__Task statement__. The only thing to send back is the number of lines below that hold the string "center".

__Dataset records__.
*****

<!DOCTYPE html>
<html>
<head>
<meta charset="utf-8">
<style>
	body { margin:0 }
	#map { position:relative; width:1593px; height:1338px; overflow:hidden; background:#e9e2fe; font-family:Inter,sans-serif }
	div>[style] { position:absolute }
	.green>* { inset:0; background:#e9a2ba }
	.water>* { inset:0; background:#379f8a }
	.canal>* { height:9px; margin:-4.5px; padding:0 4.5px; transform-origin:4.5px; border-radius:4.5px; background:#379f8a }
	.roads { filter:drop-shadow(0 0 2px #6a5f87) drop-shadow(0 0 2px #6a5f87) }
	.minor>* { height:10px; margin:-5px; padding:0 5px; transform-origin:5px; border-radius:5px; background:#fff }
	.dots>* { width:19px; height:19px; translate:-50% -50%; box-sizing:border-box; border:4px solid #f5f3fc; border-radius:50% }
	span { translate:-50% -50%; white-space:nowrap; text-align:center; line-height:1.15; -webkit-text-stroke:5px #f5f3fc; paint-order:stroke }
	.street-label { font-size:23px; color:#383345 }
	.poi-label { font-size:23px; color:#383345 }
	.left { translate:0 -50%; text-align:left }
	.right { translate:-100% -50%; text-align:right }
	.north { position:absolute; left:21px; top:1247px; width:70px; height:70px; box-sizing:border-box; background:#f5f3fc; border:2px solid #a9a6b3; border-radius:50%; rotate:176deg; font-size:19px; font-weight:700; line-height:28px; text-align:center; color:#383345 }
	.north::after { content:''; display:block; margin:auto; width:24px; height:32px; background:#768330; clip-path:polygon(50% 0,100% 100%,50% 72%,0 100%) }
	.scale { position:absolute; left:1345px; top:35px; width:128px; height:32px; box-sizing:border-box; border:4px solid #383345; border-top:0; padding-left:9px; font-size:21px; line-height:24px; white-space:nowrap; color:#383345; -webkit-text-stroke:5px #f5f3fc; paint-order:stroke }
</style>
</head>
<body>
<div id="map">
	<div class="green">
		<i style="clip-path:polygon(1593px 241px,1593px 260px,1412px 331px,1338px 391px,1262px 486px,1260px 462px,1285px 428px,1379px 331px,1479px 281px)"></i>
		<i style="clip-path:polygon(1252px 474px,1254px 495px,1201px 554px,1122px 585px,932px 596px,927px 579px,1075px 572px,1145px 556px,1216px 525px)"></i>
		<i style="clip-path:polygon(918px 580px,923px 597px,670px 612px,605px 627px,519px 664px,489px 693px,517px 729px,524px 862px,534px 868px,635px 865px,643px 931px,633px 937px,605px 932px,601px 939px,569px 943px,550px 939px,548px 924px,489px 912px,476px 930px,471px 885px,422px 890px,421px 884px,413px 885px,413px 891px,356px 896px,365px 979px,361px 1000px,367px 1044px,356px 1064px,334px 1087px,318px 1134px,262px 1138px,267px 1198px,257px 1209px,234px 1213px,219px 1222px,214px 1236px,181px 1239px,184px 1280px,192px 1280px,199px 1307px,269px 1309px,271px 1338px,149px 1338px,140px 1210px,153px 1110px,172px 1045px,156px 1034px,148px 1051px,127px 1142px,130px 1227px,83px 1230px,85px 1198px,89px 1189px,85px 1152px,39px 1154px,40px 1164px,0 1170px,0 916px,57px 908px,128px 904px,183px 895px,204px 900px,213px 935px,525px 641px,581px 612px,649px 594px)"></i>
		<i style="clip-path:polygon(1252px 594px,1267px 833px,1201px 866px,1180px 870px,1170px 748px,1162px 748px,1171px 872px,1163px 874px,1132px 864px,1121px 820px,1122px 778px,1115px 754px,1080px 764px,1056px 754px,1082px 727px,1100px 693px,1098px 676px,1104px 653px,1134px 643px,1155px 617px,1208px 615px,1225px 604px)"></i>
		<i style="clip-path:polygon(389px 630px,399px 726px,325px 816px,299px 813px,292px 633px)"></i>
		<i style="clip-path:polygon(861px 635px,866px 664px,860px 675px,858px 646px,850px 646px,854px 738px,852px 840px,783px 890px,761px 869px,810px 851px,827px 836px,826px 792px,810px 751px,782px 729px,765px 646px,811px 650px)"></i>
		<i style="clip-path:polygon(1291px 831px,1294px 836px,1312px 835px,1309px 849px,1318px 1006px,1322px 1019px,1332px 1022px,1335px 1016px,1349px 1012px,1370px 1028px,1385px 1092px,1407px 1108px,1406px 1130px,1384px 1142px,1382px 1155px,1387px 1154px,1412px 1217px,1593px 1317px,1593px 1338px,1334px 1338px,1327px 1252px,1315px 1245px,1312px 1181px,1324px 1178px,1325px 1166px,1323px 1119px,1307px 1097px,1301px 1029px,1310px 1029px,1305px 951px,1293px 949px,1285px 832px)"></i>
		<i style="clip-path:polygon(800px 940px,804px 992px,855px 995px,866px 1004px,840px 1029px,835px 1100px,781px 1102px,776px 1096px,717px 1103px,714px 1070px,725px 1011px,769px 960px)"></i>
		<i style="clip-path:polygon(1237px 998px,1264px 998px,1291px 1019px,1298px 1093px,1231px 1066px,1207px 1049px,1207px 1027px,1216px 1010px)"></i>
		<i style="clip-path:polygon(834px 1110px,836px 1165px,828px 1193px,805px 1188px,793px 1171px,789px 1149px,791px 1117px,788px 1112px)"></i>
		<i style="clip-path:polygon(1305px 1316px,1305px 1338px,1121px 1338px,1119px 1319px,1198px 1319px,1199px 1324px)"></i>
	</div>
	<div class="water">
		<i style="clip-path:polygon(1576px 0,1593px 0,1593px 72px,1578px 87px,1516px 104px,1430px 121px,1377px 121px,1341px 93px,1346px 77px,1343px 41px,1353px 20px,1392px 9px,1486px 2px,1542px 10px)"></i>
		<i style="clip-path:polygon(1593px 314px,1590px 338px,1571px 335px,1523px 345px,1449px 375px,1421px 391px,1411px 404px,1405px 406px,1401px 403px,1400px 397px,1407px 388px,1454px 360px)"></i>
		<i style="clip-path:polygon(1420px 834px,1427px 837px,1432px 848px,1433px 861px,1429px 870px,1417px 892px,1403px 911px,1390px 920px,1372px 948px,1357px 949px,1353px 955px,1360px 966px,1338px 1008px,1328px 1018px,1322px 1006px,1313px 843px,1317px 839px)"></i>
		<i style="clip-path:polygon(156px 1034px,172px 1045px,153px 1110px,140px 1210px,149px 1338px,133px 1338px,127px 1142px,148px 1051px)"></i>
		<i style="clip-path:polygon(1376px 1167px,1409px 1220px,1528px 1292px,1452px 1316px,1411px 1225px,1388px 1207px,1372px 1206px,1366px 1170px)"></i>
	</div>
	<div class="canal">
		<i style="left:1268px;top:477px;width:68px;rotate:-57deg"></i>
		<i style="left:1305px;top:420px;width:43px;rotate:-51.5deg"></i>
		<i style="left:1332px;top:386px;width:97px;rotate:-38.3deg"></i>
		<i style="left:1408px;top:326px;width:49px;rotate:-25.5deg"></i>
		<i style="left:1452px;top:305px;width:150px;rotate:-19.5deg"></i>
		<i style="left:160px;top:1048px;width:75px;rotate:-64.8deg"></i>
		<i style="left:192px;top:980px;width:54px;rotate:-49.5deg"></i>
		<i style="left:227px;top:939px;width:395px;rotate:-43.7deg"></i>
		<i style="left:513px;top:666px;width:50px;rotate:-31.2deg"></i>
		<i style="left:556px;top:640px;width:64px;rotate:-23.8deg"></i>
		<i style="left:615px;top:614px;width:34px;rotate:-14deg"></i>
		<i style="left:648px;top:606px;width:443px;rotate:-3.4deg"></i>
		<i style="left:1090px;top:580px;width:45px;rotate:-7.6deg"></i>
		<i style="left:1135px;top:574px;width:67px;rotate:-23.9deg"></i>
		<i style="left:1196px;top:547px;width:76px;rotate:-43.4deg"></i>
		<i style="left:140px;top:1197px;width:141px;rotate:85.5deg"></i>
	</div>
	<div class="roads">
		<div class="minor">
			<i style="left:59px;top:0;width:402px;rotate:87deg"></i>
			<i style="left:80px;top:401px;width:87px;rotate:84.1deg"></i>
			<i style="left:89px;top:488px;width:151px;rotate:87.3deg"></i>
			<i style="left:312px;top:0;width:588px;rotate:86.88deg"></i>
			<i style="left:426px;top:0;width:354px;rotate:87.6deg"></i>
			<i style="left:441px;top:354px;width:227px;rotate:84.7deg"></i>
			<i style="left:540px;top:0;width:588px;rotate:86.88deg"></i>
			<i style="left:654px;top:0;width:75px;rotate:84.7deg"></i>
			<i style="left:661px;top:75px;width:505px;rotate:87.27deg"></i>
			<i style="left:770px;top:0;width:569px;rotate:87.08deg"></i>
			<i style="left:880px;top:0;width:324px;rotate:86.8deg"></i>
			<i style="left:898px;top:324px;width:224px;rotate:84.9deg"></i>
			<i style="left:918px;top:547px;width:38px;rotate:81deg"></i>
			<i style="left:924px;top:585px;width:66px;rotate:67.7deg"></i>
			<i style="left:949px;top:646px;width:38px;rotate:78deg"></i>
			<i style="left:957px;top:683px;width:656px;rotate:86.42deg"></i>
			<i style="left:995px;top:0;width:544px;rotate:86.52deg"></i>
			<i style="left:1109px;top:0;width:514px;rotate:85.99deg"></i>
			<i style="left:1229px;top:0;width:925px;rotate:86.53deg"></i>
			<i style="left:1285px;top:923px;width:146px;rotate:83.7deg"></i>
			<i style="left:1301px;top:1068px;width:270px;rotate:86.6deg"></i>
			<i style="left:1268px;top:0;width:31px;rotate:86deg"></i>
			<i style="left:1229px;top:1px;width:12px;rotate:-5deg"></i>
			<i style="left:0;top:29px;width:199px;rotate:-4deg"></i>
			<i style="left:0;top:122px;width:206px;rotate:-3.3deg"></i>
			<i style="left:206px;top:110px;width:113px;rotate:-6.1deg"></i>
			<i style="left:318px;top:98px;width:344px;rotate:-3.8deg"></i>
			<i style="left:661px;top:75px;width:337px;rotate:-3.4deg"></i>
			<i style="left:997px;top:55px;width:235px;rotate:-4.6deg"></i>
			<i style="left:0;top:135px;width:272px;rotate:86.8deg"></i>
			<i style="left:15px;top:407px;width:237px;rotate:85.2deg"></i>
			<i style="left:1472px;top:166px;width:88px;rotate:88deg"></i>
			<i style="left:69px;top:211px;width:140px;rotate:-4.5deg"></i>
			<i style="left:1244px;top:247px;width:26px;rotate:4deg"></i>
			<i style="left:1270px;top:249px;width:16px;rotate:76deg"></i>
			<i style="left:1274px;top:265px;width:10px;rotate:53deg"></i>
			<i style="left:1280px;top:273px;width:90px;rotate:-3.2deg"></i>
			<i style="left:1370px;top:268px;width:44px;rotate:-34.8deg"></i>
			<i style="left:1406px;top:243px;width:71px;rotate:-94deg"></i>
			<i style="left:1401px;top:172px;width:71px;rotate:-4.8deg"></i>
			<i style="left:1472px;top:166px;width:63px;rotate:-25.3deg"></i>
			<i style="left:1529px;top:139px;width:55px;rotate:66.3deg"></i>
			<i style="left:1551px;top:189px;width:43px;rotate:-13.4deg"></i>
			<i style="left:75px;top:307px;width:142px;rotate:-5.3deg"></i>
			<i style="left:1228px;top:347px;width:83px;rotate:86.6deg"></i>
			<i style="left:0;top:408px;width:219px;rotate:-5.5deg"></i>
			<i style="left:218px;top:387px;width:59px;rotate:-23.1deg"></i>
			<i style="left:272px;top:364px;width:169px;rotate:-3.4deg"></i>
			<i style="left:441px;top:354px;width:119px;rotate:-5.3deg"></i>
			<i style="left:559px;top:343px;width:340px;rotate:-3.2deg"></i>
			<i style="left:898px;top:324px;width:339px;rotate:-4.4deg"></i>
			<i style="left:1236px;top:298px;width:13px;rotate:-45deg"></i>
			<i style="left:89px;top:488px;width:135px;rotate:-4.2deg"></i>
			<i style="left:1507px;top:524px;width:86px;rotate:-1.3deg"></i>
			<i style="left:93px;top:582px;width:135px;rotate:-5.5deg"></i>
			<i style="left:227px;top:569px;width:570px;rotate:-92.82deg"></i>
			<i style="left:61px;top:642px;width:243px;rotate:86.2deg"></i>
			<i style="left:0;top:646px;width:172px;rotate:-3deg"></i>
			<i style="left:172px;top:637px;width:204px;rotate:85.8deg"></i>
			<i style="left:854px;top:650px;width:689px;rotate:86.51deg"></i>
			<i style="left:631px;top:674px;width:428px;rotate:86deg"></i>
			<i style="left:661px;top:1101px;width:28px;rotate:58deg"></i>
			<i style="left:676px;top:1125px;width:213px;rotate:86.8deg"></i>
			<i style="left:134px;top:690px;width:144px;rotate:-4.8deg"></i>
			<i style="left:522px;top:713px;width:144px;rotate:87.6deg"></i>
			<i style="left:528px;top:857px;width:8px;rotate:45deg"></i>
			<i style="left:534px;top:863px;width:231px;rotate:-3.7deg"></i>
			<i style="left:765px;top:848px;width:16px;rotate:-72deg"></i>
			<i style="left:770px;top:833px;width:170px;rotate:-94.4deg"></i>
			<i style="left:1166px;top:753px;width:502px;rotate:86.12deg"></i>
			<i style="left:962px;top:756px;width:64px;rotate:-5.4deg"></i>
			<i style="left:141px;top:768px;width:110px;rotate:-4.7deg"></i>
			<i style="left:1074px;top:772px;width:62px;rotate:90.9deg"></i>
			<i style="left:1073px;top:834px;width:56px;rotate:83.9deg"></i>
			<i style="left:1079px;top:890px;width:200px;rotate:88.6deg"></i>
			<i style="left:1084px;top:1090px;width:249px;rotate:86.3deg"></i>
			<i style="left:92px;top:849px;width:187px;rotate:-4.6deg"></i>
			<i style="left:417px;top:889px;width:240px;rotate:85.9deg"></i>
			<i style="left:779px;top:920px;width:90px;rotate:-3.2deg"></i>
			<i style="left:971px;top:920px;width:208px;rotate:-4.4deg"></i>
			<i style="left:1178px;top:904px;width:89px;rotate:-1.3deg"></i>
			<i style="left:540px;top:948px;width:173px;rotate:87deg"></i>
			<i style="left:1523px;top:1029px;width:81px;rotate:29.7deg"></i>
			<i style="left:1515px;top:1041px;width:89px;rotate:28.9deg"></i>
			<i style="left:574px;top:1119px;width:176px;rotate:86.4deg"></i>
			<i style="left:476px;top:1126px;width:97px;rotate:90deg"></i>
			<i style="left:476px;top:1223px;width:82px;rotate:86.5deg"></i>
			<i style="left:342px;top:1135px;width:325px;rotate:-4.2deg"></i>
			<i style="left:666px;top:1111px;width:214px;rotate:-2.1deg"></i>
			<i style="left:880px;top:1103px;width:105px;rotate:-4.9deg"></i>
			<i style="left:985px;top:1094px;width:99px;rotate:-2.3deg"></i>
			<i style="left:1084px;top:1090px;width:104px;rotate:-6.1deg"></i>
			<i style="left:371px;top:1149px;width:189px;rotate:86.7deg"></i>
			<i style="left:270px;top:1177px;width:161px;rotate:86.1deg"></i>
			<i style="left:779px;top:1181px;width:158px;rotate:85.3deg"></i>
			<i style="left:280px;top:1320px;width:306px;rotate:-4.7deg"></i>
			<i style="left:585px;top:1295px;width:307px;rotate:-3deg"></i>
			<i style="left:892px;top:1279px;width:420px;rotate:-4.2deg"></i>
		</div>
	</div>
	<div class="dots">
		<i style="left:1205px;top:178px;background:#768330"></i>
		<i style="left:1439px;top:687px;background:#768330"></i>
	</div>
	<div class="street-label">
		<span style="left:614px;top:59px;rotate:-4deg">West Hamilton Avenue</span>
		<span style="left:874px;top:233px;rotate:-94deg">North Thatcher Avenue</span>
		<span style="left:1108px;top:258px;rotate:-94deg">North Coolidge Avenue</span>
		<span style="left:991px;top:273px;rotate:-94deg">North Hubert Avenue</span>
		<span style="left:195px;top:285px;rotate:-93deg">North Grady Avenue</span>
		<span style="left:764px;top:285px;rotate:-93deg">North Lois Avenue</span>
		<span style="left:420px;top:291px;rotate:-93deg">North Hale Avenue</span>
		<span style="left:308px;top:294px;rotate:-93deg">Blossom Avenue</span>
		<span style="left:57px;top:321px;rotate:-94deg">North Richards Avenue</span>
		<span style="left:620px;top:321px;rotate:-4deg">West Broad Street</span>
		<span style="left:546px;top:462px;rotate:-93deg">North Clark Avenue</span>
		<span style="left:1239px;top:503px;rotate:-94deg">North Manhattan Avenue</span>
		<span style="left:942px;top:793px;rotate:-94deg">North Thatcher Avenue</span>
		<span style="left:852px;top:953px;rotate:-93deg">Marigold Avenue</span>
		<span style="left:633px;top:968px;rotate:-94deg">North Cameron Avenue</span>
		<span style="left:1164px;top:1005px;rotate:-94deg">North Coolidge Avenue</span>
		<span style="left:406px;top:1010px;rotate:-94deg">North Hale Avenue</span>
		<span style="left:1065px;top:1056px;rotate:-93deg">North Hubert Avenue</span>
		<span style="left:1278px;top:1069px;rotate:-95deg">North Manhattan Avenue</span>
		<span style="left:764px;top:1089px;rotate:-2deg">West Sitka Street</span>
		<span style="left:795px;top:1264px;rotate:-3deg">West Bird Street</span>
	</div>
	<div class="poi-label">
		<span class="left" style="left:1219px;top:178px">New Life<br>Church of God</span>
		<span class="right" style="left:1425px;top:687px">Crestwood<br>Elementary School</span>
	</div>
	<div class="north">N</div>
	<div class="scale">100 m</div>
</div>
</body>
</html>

*****

__Solution to this problem__. 2